Por: Ronald Junior

Bayonetta é sem sobra de dúvidas uma obra-prima do gênero Hack and Slash e que infelizmente só fui jogar anos depois de seu lançamento, mas antes tarde do que nunca. Bayonetta é um show de carisma, exagero, sensualidade e possui um combate impecável com o selo Platinum Games de qualidade e assinado por Hideki Kamiya. Lançado em 29 de outubro de 2009, a aventura da nossa amada bruxa umbra foi aclamada pela mídia especializada e também pelos os jogadores, chegando a ser considerado um dos melhores em um gênero dominado na época por God of War e o filho mais velho de Kamiya, Devil May Cry.

Atualmente, Bayonetta é uma franquia bem estabelecida com o segundo capitulo bem sucedido, sendo até indicado a jogo do ano em 2014 junto com Dark Souls II e Dragon Age: Iquisition(que foi o vencedor), e com um terceiro capitulo ainda em desenvolvimento com apenas um teaser revelado. Agora chega de papo e vamos ao que interessa. Chegou a hora de analisarmos o jogo que deu origem a isso tudo.

Bayonetta screenshot 1

Combate agressivo e elegante

Não tem com iniciar essa análise sem antes rasgar elogios para o seu combate incrível. Ele é simples o suficiente para os novatos do gênero se habituarem sem muita dificuldade e denso o bastante para os veteranos se esbaldarem criando combos longos absurdos. O combate é dinâmica e inteligente, e requer a atenção do jogador. A esquiva é uma habilidade essencial para o êxito nas lutas, já que com ela você abrira brechas para contra-atacar. Usada no timing certo, você terá acesso ao “Witch Time”, uma habilidade que desacelera o tempo deixando os inimigos completamente indefesos.

O número de armas disponíveis é bom e elas são bem variadas, indo de um revolver a um chicote de serpente.
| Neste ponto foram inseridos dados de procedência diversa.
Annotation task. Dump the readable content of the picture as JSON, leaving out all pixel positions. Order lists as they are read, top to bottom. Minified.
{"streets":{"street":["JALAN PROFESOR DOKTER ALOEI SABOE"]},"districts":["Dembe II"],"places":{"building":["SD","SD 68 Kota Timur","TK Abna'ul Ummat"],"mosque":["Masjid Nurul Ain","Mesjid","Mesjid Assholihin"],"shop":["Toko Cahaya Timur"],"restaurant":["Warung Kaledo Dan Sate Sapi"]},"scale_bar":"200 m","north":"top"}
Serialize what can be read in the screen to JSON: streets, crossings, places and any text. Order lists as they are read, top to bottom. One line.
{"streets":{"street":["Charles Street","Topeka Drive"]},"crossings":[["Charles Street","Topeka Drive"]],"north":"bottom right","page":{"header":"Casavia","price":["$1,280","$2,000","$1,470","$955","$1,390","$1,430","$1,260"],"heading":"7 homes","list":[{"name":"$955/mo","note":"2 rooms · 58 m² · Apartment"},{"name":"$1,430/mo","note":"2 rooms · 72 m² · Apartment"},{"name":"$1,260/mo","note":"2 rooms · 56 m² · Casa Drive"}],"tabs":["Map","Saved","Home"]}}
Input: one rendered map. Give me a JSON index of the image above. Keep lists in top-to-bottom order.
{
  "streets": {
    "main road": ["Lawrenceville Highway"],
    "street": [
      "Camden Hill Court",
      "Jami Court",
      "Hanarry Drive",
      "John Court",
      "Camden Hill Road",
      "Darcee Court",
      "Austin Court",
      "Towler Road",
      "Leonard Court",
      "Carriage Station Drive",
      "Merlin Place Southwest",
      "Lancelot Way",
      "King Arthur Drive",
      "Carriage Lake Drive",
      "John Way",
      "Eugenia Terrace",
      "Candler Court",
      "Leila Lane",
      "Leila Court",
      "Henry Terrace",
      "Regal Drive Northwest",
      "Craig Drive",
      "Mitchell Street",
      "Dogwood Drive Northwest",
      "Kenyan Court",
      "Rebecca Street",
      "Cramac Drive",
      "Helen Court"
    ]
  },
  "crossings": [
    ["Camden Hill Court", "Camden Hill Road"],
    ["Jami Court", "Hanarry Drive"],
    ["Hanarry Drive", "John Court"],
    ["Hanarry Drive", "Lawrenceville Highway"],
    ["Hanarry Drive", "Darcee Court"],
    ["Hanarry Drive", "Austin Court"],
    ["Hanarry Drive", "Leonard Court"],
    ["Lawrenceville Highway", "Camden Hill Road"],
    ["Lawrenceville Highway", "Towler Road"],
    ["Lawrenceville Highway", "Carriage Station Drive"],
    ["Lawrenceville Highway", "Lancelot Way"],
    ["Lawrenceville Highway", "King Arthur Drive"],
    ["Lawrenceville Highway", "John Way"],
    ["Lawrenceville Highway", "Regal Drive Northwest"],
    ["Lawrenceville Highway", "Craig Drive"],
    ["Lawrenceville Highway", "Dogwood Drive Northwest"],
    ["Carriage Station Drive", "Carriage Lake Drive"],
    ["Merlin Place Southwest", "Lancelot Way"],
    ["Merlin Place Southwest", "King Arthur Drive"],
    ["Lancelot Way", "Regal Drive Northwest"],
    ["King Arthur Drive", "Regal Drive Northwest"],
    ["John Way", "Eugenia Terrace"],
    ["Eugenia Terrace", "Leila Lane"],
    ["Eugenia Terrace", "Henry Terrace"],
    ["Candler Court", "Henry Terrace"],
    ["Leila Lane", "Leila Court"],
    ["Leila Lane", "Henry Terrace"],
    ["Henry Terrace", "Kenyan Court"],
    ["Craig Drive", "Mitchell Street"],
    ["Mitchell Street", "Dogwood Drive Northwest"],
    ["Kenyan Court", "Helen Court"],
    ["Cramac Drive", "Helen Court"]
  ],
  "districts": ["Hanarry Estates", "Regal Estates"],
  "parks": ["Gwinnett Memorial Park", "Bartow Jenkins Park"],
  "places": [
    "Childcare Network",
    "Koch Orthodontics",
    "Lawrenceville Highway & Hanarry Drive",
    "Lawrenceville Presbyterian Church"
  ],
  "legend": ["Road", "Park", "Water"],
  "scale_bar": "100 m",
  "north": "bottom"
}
Você pode configurar dois sets de armas no menu de equipamentos e alternar entre eles a qualquer momento com um simples aperta de botão. Para desbloquear novas armas é necessário encontrar os fragmentos de LPs escondidos nos cenários.

Bayonetta screenshot 2

Infelizmente, o maior inimigo aqui é a câmera. Mesmo travando a mira em uma criatura, nem sempre ela estará em seu campo de visão. Em um jogo onde atenção é crucial, a câmera teimosa te deixar frustrado, e o problema se agrava ainda mais no modo Hard onde o número de inimigos é maior e o intervalo que eles atacam é menor.

Devil May Cry com bruxas?

Não tem como negar a semelhança com Devil May Cry, como já mencionado no início, ambos os jogos são criações de Hideki Kamiya, mas vamos deixar bem claro. Bayonetta não é um cópia descarada da saga do filho de Sparda, mas é nítido que ambos os jogos partilham da mesma essência. É possível notar isso no ritmo do combate, o estilo debochado de Bayonetta e também nas extravagâncias, como lutar em cima de um míssil. Mesmo com essas semelhanças, Bayonetta é uma aventura legítima que possui seus méritos.

Veredito

Bayonetta foi o título que colocou a Platinum Games no radar mundial da indústria. Depois de jogar por várias horas pude entender os analistas que o apontaram como um dos melhores jogos do gênero. A gameplay espetacular, o universo excêntrico e a protagonista carismática fazem de Bayonetta um jogo memorável e que vale a pena jogar mais de uma vez. Para quem nunca jogou, seja por nunca ter tido a oportunidade ou até mesmo por preconceito pela semelhanças com Devil May Cry, recomendo que de uma chance. Amenos que você não curta jogos de Hack and Slash, Bayonetta irá conquistar.

Bayonetta está disponível para PS3, Xbox 360, PS4, Xbox One, Wii U, Switch e PC.